Wrong output order when specify `all` option
Reproduction step
$ cat noop-132.mjs
#!/usr/bin/env node
import process from 'node:process';
process.stdout.write('1');
process.stderr.write('3');
process.stdout.write('2');
$ cat test.mjs
import {execa} from 'execa';
const { all } = await execa('./noop-132.mjs', {all: true });
console.log(all);
$ node test.mjs
123
Expect behavior
node test.mjs should output 132 as the README says:
Get interleaved output from stdout and stderr similar to what is printed on the terminal. (Async only)
$ ./noop-132.mjs
132
Actual behavior
node test.mjs output 123
Environment Info
$ node -v
v18.2.0
$ npm ls execa
[email protected] /Users/feng/test
└── [email protected]
Note that process.stdout.write is not guaranteed to be synchronous.
See Node.js docs: https://nodejs.org/api/process.html#a-note-on-process-io
@sindresorhus Thanks for the reply. The original problem is when running a shell script, the output order is not correct:
$ npm ls execa
[email protected] /Users/feng/test
└── [email protected]
$ cat script.sh
echo test1;
echo test2;
echo test3;
echo test4;
echo test5;
dfgyfhgdtfgsdfsdf;
echo test6;
echo test7;
echo test8;
echo test9;
echo test10;
$ cat test.mjs
import {execa} from 'execa';
const { all } = await execa('./script.sh', {all: true });
console.log(all);
$ node test.mjs
test1
test2
test3
test4
test5
test6
test7
test8
test9
test10
./script.sh: line 6: dfgyfhgdtfgsdfsdf: command not found
The correct order would actually be:
test1
test2
test3
test4
test5
./script.sh: line 6: dfgyfhgdtfgsdfsdf: command not found
test6
test7
test8
test9
test10
does it possible achieve get interleaved output using execa as we run ./script.sh?

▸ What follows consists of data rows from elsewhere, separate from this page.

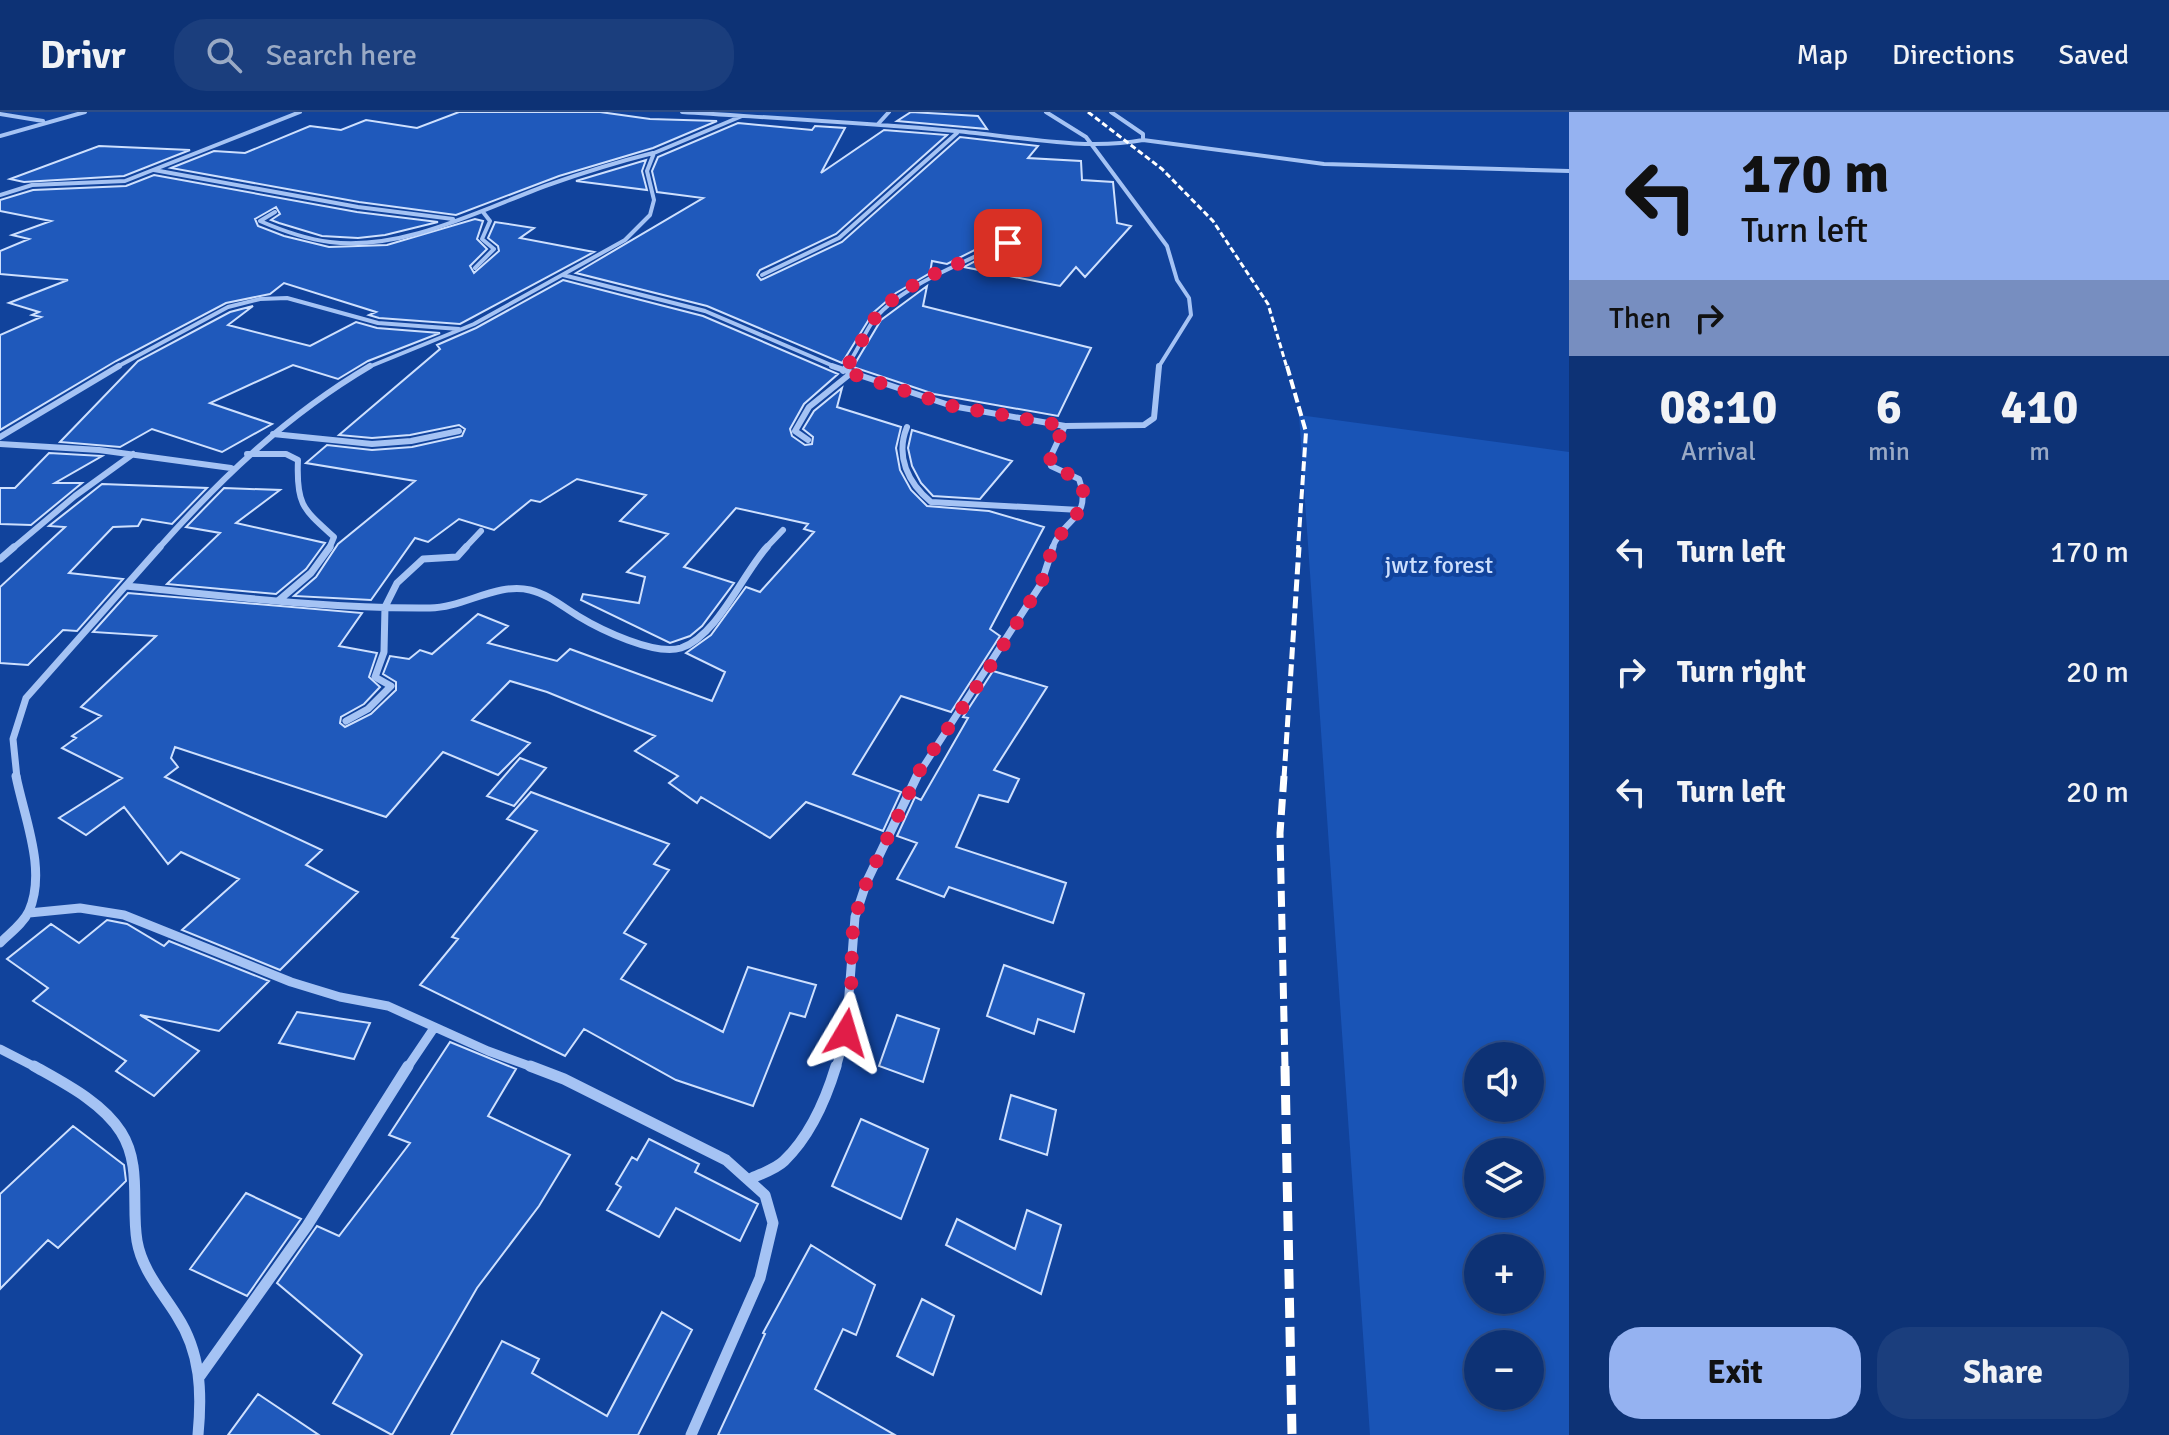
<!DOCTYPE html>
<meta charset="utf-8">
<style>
:root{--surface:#0d3275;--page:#1b3e7d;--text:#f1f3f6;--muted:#9aaac5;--line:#2d4d87;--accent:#95b2f1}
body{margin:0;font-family:Signika,sans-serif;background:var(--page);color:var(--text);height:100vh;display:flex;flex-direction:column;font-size:30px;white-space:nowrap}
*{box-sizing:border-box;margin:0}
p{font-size:26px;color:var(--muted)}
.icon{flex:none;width:44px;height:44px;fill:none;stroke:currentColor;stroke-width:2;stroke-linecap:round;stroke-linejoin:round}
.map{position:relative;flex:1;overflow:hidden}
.side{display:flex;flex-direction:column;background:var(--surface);width:600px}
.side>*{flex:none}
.guide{background:#95b2f1;color:#111;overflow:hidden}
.tools{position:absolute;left:1464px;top:930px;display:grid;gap:16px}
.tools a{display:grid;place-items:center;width:80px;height:80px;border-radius:50%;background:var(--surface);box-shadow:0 4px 12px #0003,0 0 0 2px var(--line);font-size:40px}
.pin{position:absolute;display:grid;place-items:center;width:68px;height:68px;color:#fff;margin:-34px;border-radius:16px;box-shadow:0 4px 12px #0006}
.me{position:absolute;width:88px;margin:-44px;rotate:7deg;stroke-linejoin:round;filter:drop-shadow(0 0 6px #0008)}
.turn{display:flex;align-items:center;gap:28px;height:168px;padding:0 40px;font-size:36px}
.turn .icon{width:104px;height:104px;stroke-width:2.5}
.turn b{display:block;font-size:56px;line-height:68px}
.then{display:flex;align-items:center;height:76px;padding:0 40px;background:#0003;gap:16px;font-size:30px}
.eta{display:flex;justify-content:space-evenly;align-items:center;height:136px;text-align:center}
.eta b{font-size:48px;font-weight:700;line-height:56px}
.action{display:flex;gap:16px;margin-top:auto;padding:16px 40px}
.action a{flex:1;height:92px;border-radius:32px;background:var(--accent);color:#111;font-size:32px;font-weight:700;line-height:92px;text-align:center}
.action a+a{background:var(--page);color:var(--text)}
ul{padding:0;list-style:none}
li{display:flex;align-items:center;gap:24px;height:120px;padding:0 40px}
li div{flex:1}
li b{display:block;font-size:30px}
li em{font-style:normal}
header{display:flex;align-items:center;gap:48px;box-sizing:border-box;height:112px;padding:0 40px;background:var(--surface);border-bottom:2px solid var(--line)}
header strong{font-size:38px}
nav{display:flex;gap:44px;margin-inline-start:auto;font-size:28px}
.search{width:560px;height:72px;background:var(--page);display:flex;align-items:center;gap:20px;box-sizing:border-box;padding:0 28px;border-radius:32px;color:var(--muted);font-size:30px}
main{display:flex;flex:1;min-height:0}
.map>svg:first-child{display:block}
.green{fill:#1954b6;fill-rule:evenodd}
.building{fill:#1f59bb;stroke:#cee0fe;stroke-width:2}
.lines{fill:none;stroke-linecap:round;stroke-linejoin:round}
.street-far4{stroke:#a5c3f4;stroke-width:4}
.street-far3{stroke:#a5c3f4;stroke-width:6}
.street-far2{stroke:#a5c3f4;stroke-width:7}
.street-far1{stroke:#a5c3f4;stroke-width:9}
.street{stroke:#a5c3f4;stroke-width:11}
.rail-far4{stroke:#fff;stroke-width:3;stroke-dasharray:6 3;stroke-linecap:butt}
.rail-far3{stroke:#fff;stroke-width:4;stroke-dasharray:10 4;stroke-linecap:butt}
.rail-far2{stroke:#fff;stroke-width:5;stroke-dasharray:12 5;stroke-linecap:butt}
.rail-far1{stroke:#fff;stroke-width:7;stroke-dasharray:16 7;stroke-linecap:butt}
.rail{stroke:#fff;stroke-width:9;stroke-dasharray:20 9;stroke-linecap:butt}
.route{stroke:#e11d48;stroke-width:14;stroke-dasharray:0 25.2}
.labels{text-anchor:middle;stroke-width:8;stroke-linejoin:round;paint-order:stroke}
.park-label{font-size:24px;fill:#cee0fe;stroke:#11439c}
</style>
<header>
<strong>Drivr</strong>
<div class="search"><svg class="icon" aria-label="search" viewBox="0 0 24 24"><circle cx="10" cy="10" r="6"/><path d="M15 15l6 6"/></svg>Search here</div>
<nav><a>Map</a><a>Directions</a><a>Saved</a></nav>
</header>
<main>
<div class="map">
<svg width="1569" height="1323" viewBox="0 0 1569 1323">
<rect width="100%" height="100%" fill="#11439c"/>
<path class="green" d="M1299 303 1569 340V1323H1370ZM1478 944H1530V996H1478ZM1478 1040H1530V1092H1478ZM1478 1136H1530V1188H1478ZM1478 1232H1530V1284H1478Z"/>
<path class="building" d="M459 0H600L650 7 717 9 653 36 559 64 456 103 359 90 171 56 214 39 245 41 310 14 341 18 366 8 417 16Z
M911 0 978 4 987 17 897 9Z
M738 11 812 18 815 14 845 16 821 61 884 18 947 23 836 122 760 158 757 163 761 168 842 130 960 25 1038 34 1028 46 1081 49 1082 68 1113 70 1117 111 1131 114 1085 165 1076 155 1060 174 964 155 1028 121 1030 116 1026 112 947 152 932 149 930 161 896 181 873 201 842 251 707 194 576 161 703 86 657 80 652 59 658 45Z
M99 34 190 38 124 64 24 70 10 67Z
M646 48 642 59 647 78 576 69Z
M154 63 357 100 438 110 385 123 358 126 322 124 279 111 271 108 280 102 276 95 255 107 258 114 284 124 329 135 387 133 475 107 483 109 477 127 487 137 470 154 474 161 499 139 498 134 488 126 495 110 534 116 520 126 594 140 460 212 379 206 369 203 376 200 284 171 270 182 226 191 116 249 0 318V223L41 205 32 203 39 200 9 191 68 168 0 162V139L29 127 12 123 51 109 0 99V88L33 78 126 74Z
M563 168 703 204 838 262 804 292 790 317 792 324 805 333 812 332 813 325 803 317 814 299 842 276 837 295 901 315 896 336 900 358 911 378 927 394 989 399 1044 415 990 517 1000 524 951 600 901 584 853 662 901 680 883 719 806 690 770 726 701 685 697 691 669 671 678 664 635 639 655 624 547 580 510 569 472 608 530 631 498 663 443 640 386 705 175 635 171 646 178 655 165 665 322 738 306 753 358 780 280 858 182 818 239 767 181 740 168 752 124 695 86 723 59 706 122 666 62 636 76 626 72 624 101 604 81 595 156 524 93 520 128 481 362 501 339 534 377 541 369 565 380 575 364 592 341 605 340 611 345 615 371 602 396 578V570L383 562 390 544 409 547 420 538 432 542 478 502 508 514 488 531 557 549 570 537 712 589 725 560 686 541 711 523 746 475 760 480 814 420 804 417 808 412 736 396 684 455 734 471 702 514 690 524 670 531 581 488 583 482 639 491 645 465 627 460 668 422 620 409 646 383 577 367 540 390 531 388 494 418 459 407 428 430 415 426 371 488 294 484 316 465 338 432 415 369 306 351 327 333 372 338 412 335 462 324 465 317 459 313 410 323 372 326 339 323 440 237 437 233 476 216Z
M927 174 923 194 1091 236 1058 304 934 282 853 255 881 208Z
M253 194 228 213 310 234 356 210 377 216 440 221 368 249 338 267 293 253 210 291 272 312 222 340 152 317 120 335 60 330 138 249 230 200Z
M912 318 1012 349 980 387 933 384 921 371 912 354 908 336Z
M49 341 102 344 55 371H82L31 413 0 412V376H15Z
M102 372 207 376 172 412 142 407 138 414 113 415 69 461 123 467 77 519 63 518 28 553 0 551V475L65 415 49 414Z
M224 376 280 378 236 411 325 431 306 457 276 482 167 472 220 421 186 415Z
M993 559 1047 575 994 658 1019 667 1008 690 979 683 956 735 1066 771 1053 811 949 775 944 785 897 767 917 731 897 724 915 685 921 688 968 606 963 605Z
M520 646 546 656 514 694 487 684Z
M531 680 669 732 654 752 669 758 624 821 646 832 621 867 723 920 748 855 816 873 805 905 790 901 753 994 676 968 584 917 565 944 420 873 458 827 452 825 537 719 507 707Z
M107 808 127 812 164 834 169 829 269 869 219 919 140 903 199 939 154 984 116 959 126 949 33 889 48 876 7 847 51 812 79 831Z
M1004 853 1084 882 1074 920 1038 907 1034 922 987 904Z
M297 900 370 911 354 947 279 931Z
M897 903 939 917 923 970 879 954Z
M450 930 516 957 488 1004 570 1043 539 1094 477 1176 392 1323 333 1291 362 1243 277 1171 317 1114 339 1124 410 1031 389 1023Z
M1011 983 1056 998 1047 1043 1000 1027Z
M861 1007 928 1037 901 1107 832 1074Z
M73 1014 124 1053 126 1069 58 1136 48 1128 0 1177V1082Z
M649 1027 699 1052 695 1060 758 1092 740 1129 676 1096 659 1125 607 1098 621 1075 616 1072 632 1045 637 1048Z
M246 1081 301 1107 247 1184 190 1157Z
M1027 1098 1061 1113 1041 1182 946 1133 957 1107 1015 1137Z
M811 1133 875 1173 856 1223 843 1217 815 1277 895 1323H718L765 1222 763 1221Z
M922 1187 954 1204 933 1263 897 1244Z
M662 1200 692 1218 638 1323H451L502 1229 539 1247 532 1261 607 1304Z
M258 1282 319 1323H228Z"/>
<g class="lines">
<path class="street-far4" d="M682 0C773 6 864 11 955 19 1015 24 1083 39 1143 28V22L1111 0
M1046 0 1086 25 1167 134 1177 168 1189 186 1191 203 1158 256
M0 2 43 9
M878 12 889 0
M0 24 85 0
M1143 28 1324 52 1569 59
M154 58 358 95 453 107
M0 83 32 73 125 69 300 0
M275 100 260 109C283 119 305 127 330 130 404 139 480 98 548 73 582 61 617 50 653 41
M475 156 494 137 482 127 490 109 483 100
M563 163 705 199 838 256
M762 163 839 126 957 21
M115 256 228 195 260 187 287 186 378 211 459 217
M366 256 474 212 625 128 650 103 654 88 647 59 654 41 742 4
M845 256C860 238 865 214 883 198 923 161 980 148 1025 117"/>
<path class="street-far3" d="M832 254 952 294 1065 314 1144 313 1154 306 1159 254
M843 259 847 254
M907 315C895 344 908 371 931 390L1080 398
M273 322 372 332 411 329 459 319
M0 325 119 254
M808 328 795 319 809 295 850 262
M0 332 99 338 231 356
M247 342H286L298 348C296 393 303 397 334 425L329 437
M12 437 75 384 133 342
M158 437C221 366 287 303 370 254
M464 437 481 419
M765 437 783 418
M1052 437C1063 405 1093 408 1079 367L1051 354 1049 348 1065 314"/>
<path class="street-far2" d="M0 447 14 435
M126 474C227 484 328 497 430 496 463 496 497 470 530 478 548 482 563 495 578 504 601 518 655 544 681 536 717 524 742 463 767 435
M278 489 311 461 330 435
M346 609 368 597 391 574 375 565 384 540 385 495 397 471 423 447 457 445 466 435
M17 666 13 627 26 586 160 435
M916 666 1041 472 1053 435"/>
<path class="street-far1" d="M29 801 80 796 124 803 291 870 340 885 388 894 488 939 535 956
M0 831C10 821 23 812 29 799 47 758 24 705 16 664
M0 937 37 956
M407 956 434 916
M836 956 846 921 855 805 867 769 917 664"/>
<path class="street" d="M34 954C64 971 102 990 121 1020 142 1053 131 1093 137 1129 142 1158 162 1180 177 1204 201 1241 202 1281 198 1323
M530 954 564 967 726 1048 765 1083 773 1111 760 1166 691 1323
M750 1067C760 1062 776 1057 784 1049 809 1025 826 987 836 954
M200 1264 307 1114 408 954"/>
<path class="rail-far4" d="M1088 0 1162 57 1213 109 1268 192 1287 256"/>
<path class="rail-far3" d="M1287 254 1306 320 1298 437"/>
<path class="rail-far2" d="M1284 666 1299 435"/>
<path class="rail-far1" d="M1284 664 1280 721 1285 956"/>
<path class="rail" d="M1285 954 1292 1323"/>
</g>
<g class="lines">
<path class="route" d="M846 921 851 886 852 826 855 805 867 769 921 656 986 561 1041 472 1054 431 1080 398 1085 385 1079 367 1051 354 1050 342 1065 314 952 294 843 259C858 242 864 219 878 202 911 164 965 151 1008 131"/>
</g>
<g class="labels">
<g class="park-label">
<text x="1439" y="461">jwtz forest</text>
</g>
</g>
</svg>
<div class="tools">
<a><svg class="icon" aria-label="sound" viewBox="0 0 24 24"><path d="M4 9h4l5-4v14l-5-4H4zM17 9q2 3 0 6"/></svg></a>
<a><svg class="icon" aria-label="layers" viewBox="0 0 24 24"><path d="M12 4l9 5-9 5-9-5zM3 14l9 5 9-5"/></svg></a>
<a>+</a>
<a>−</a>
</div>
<div class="pin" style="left:1008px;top:131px;background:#d93025"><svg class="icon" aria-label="arrive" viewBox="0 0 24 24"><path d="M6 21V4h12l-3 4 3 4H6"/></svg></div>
<svg class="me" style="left:846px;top:921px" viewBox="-20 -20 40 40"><path d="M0-17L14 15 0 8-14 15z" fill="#e11d48" stroke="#fff" stroke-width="4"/></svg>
</div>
<section class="side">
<div class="guide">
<div class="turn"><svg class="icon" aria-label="left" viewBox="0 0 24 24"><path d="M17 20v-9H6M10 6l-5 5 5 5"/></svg><div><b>170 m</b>Turn left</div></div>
<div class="then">Then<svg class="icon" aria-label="right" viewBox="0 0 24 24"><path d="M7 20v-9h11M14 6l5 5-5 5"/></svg></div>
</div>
<div class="eta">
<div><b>08:10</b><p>Arrival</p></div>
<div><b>6</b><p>min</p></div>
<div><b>410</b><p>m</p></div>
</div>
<ul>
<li><svg class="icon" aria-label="left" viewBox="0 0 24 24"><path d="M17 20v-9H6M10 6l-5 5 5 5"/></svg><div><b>Turn left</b></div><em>170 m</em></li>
<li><svg class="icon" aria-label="right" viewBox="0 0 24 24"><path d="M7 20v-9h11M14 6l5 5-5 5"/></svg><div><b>Turn right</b></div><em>20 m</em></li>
<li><svg class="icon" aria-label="left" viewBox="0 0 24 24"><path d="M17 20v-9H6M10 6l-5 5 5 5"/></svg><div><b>Turn left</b></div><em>20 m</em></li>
</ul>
<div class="action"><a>Exit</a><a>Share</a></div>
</section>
</main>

I can get interleaved output using 2>&1 like below, but I am thinking that if execa could do the same thing without using 2>&1:
$ cat test.js
const { spawn } = require('child_process');
const child = spawn('./script.sh', ['2>&1'], { shell: true });
let mergedOut = '';
child.stdout.on('data', (chunk) => {
process.stdout.write(chunk);
mergedOut += chunk;
});
child.on('close', (_code, _signal) => {
console.log('-'.repeat(30));
console.log(mergedOut);
});
$ node test.js
test1
test2
test3
test4
test5
./script.sh: line 6: dfgyfhgdtfgsdfsdf: command not found
test6
test7
test8
test9
test10
------------------------------
test1
test2
test3
test4
test5
./script.sh: line 6: dfgyfhgdtfgsdfsdf: command not found
test6
test7
test8
test9
test10
I don't have an answer for you. The implementation is quite simple: https://github.com/sindresorhus/execa/blob/071d0a282a14633493e9d8b4e5b686c43da64368/lib/stream.js#L19-L35
Some possible reasons:
- Bug in the
merge-streampackage we use. - Bug in Node.js streams (happens more often than you would think).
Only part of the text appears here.